> **PROBLEM DETAILS**
Every line in the records below with the string "white" is to be copied out.
┏━━
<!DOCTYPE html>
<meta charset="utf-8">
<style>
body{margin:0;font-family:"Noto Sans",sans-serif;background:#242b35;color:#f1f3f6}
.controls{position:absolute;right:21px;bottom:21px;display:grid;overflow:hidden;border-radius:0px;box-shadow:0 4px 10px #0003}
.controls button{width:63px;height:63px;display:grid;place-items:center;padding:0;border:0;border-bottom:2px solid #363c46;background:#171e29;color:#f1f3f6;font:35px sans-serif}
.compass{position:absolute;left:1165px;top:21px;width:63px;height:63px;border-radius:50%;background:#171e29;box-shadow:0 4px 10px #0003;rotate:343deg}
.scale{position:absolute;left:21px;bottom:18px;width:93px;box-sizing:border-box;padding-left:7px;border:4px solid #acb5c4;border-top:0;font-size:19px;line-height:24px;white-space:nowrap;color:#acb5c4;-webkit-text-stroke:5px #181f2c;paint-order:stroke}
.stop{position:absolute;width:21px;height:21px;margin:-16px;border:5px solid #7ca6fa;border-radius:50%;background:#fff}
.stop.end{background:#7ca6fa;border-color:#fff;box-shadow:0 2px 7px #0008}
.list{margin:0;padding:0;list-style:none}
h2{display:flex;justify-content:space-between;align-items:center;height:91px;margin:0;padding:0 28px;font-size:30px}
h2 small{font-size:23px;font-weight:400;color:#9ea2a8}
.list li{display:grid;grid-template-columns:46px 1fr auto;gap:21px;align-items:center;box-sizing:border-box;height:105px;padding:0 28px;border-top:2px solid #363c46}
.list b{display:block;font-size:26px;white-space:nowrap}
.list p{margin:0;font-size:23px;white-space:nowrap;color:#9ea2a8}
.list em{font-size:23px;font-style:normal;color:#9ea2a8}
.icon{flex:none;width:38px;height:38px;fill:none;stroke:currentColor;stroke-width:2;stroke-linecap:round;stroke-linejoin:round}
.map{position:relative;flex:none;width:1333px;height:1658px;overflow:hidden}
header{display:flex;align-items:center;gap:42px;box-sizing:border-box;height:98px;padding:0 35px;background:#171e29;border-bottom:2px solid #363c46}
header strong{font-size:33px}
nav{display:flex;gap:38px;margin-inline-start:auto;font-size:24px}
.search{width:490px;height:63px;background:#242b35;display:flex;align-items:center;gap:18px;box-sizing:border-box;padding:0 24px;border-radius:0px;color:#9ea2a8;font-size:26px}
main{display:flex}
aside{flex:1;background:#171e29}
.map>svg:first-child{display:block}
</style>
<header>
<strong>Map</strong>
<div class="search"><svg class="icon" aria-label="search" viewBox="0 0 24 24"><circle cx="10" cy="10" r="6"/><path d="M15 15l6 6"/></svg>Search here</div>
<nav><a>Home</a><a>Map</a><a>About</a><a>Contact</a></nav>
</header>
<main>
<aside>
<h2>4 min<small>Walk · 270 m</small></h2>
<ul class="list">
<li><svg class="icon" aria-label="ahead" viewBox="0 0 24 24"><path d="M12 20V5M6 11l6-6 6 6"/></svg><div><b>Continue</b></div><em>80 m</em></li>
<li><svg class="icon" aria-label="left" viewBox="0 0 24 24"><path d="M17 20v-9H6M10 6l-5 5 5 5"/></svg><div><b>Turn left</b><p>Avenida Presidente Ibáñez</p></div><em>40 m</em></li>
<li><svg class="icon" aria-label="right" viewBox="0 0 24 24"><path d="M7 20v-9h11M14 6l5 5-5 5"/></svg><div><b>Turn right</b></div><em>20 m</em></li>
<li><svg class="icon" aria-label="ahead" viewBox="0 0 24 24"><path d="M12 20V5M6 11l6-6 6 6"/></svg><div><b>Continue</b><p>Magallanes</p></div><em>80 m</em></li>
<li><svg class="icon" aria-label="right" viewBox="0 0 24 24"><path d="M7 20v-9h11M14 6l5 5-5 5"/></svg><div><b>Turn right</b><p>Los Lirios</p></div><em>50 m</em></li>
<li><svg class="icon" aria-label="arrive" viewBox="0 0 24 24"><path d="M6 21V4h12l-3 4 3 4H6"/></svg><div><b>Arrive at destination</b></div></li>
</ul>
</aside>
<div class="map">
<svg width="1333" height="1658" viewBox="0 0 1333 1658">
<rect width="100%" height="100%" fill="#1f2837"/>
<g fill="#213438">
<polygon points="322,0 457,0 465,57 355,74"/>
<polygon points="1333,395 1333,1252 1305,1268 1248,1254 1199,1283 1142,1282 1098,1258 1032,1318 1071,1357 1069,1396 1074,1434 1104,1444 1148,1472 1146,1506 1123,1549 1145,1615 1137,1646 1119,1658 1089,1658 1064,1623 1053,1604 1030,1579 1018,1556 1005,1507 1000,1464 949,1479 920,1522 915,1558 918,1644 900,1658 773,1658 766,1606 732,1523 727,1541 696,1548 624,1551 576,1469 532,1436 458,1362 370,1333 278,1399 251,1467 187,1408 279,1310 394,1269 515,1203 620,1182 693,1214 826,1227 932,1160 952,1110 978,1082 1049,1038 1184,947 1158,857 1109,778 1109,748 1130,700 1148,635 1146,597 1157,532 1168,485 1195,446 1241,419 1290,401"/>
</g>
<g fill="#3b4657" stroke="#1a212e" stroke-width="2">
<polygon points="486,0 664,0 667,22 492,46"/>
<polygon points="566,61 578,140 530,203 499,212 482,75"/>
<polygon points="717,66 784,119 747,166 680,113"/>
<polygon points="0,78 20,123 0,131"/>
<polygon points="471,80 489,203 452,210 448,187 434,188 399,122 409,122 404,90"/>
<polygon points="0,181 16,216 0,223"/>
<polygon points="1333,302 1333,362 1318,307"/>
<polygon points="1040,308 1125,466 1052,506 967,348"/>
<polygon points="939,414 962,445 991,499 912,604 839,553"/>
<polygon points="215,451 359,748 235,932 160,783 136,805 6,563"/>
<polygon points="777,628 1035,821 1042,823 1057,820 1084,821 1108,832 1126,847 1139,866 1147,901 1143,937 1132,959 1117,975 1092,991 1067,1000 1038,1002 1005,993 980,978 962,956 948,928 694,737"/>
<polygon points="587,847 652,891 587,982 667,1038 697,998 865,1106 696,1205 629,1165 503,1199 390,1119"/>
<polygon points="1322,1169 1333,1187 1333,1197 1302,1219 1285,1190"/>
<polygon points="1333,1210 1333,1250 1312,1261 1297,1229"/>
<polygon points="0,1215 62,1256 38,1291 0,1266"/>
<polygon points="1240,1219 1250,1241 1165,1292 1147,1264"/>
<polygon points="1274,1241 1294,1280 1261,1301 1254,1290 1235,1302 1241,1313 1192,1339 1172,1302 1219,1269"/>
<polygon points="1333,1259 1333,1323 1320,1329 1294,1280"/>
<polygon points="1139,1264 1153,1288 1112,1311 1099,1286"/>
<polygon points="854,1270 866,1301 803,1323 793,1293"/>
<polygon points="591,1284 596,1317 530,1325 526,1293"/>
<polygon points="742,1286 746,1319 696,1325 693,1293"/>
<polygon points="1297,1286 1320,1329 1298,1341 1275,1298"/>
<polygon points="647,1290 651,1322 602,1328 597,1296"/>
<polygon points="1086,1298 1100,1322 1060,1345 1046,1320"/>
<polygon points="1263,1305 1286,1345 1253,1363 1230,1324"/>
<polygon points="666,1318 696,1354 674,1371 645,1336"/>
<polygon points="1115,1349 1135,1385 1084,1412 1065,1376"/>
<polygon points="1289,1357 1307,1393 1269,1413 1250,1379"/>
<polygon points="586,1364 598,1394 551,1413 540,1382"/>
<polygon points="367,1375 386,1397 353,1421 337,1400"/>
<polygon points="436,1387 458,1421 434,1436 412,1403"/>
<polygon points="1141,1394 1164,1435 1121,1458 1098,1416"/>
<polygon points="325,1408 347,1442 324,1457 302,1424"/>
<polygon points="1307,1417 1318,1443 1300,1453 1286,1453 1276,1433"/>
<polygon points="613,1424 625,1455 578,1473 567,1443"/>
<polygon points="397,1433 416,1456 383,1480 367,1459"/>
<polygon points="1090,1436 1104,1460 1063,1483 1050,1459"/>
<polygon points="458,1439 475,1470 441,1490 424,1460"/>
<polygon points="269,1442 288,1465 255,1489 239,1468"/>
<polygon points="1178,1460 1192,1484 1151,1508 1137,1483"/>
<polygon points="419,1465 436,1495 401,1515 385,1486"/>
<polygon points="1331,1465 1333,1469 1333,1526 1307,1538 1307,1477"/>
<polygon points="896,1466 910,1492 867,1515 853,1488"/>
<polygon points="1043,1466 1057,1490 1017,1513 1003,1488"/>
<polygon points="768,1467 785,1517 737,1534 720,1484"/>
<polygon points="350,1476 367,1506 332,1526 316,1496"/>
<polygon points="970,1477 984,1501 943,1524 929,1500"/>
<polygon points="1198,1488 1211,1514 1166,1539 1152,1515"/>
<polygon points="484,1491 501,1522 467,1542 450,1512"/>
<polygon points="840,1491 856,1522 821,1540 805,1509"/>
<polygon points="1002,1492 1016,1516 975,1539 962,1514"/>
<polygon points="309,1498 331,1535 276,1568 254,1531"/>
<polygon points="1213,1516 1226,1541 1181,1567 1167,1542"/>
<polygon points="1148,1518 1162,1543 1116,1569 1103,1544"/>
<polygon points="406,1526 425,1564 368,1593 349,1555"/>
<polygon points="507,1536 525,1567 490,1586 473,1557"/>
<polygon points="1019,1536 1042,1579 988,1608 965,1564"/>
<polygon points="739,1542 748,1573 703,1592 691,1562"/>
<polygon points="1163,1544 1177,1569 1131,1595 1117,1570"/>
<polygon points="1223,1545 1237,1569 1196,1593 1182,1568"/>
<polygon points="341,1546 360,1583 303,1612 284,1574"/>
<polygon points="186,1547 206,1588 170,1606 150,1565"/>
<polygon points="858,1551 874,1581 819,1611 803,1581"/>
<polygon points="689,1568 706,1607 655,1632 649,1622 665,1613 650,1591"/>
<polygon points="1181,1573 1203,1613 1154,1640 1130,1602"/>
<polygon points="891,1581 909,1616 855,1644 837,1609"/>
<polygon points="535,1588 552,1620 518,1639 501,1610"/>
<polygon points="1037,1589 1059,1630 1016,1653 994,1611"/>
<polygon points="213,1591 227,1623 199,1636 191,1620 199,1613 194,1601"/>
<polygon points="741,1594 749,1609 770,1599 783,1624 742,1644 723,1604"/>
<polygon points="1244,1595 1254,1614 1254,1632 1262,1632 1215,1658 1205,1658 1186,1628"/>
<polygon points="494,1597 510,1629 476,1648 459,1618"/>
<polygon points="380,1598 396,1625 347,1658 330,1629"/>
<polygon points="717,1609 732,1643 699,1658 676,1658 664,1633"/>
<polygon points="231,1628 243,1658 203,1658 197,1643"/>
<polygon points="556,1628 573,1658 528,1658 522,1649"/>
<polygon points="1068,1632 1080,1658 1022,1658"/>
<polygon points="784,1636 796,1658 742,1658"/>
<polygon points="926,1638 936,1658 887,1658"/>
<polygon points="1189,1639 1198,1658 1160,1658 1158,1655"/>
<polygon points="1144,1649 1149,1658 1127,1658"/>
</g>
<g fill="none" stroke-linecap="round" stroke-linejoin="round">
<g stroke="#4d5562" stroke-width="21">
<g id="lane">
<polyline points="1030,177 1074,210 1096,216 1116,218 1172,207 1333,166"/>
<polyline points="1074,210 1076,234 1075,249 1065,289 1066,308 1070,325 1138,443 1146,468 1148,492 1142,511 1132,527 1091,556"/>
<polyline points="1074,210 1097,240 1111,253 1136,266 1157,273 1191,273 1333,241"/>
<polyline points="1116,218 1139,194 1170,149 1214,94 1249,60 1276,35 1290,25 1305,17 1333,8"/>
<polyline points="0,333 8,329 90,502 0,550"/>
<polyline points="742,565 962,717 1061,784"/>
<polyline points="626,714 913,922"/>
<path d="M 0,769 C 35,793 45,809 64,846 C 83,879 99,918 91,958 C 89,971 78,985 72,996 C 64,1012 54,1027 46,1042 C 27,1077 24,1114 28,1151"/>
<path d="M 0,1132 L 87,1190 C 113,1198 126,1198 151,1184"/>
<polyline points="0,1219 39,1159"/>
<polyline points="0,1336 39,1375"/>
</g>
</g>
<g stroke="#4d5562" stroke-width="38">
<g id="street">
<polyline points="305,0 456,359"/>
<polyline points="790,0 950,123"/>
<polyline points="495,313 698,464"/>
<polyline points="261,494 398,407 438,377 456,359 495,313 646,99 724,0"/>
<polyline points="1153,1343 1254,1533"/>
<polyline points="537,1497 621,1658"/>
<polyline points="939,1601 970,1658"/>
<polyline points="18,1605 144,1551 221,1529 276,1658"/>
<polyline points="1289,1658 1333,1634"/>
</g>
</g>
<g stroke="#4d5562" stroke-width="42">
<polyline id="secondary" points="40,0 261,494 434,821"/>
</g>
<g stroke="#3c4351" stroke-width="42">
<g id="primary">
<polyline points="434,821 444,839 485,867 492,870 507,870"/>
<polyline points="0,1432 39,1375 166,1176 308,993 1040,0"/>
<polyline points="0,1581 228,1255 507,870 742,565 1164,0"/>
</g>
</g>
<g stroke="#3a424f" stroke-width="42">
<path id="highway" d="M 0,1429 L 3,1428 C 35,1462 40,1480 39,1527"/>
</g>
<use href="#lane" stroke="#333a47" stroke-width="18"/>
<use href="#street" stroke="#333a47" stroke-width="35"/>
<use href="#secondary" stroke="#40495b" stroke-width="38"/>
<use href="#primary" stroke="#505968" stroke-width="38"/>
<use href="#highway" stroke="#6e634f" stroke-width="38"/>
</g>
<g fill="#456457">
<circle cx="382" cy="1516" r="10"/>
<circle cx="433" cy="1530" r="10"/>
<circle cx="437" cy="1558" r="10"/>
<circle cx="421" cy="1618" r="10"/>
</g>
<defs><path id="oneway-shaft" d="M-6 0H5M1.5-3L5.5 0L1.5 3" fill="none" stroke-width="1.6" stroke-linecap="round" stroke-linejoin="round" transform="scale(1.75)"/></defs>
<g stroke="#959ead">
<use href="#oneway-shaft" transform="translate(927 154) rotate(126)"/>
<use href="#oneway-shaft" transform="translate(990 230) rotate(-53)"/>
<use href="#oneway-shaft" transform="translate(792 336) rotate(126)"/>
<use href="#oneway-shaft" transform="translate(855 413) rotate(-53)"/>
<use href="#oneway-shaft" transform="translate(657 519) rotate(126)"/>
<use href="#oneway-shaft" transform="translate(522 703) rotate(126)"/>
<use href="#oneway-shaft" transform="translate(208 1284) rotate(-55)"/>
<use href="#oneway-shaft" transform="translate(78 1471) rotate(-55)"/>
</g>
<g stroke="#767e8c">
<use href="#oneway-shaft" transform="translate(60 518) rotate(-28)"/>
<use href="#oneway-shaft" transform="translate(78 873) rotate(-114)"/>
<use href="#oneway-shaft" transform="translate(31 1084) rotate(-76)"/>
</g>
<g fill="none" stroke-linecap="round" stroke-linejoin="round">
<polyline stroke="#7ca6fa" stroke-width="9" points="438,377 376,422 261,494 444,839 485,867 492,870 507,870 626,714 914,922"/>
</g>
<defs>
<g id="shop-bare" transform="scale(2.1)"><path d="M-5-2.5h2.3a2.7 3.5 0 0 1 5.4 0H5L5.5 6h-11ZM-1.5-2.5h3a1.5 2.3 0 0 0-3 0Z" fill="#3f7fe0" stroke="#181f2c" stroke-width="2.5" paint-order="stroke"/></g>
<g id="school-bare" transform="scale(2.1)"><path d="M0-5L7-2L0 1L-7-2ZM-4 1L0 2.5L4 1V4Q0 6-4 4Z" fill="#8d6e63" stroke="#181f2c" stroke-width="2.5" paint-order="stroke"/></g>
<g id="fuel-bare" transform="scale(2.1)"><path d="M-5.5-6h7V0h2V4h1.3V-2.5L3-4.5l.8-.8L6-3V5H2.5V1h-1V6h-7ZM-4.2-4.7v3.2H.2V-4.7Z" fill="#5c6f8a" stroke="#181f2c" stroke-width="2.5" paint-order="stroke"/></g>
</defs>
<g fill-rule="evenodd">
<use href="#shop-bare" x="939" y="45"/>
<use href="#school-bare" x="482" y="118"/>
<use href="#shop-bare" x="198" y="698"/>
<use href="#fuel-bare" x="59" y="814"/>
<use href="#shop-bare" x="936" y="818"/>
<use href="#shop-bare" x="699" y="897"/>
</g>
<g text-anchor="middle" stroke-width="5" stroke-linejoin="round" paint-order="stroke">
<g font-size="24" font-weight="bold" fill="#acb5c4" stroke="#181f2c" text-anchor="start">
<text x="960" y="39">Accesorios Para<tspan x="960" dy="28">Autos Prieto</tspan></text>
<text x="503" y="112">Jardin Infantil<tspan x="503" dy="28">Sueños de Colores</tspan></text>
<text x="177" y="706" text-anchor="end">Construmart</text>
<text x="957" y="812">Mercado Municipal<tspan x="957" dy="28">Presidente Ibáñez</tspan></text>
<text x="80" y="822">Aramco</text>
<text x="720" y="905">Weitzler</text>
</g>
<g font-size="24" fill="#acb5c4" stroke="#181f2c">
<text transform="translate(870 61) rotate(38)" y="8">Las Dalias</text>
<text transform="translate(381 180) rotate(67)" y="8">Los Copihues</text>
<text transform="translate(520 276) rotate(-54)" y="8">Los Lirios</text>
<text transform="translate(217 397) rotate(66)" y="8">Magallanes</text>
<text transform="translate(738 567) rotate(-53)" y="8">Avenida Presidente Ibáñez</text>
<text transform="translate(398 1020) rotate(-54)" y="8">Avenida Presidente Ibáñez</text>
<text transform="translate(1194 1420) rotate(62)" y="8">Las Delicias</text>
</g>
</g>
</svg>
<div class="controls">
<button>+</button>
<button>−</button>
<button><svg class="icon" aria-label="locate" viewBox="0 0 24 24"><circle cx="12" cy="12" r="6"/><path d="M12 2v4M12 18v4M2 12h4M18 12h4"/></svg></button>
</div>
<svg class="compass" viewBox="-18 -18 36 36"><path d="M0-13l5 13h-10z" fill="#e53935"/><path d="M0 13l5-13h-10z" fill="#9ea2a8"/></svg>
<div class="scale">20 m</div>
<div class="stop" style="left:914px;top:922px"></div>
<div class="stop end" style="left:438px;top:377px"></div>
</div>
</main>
┗━━
> **YOUR SOLUTION**
.scale{position:absolute;left:21px;bottom:18px;width:93px;box-sizing:border-box;padding-left:7px;border:4px solid #acb5c4;border-top:0;font-size:19px;line-height:24px;white-space:nowrap;color:#acb5c4;-webkit-text-stroke:5px #181f2c;paint-order:stroke}
.list b{display:block;font-size:26px;white-space:nowrap}
.list p{margin:0;font-size:23px;white-space:nowrap;color:#9ea2a8}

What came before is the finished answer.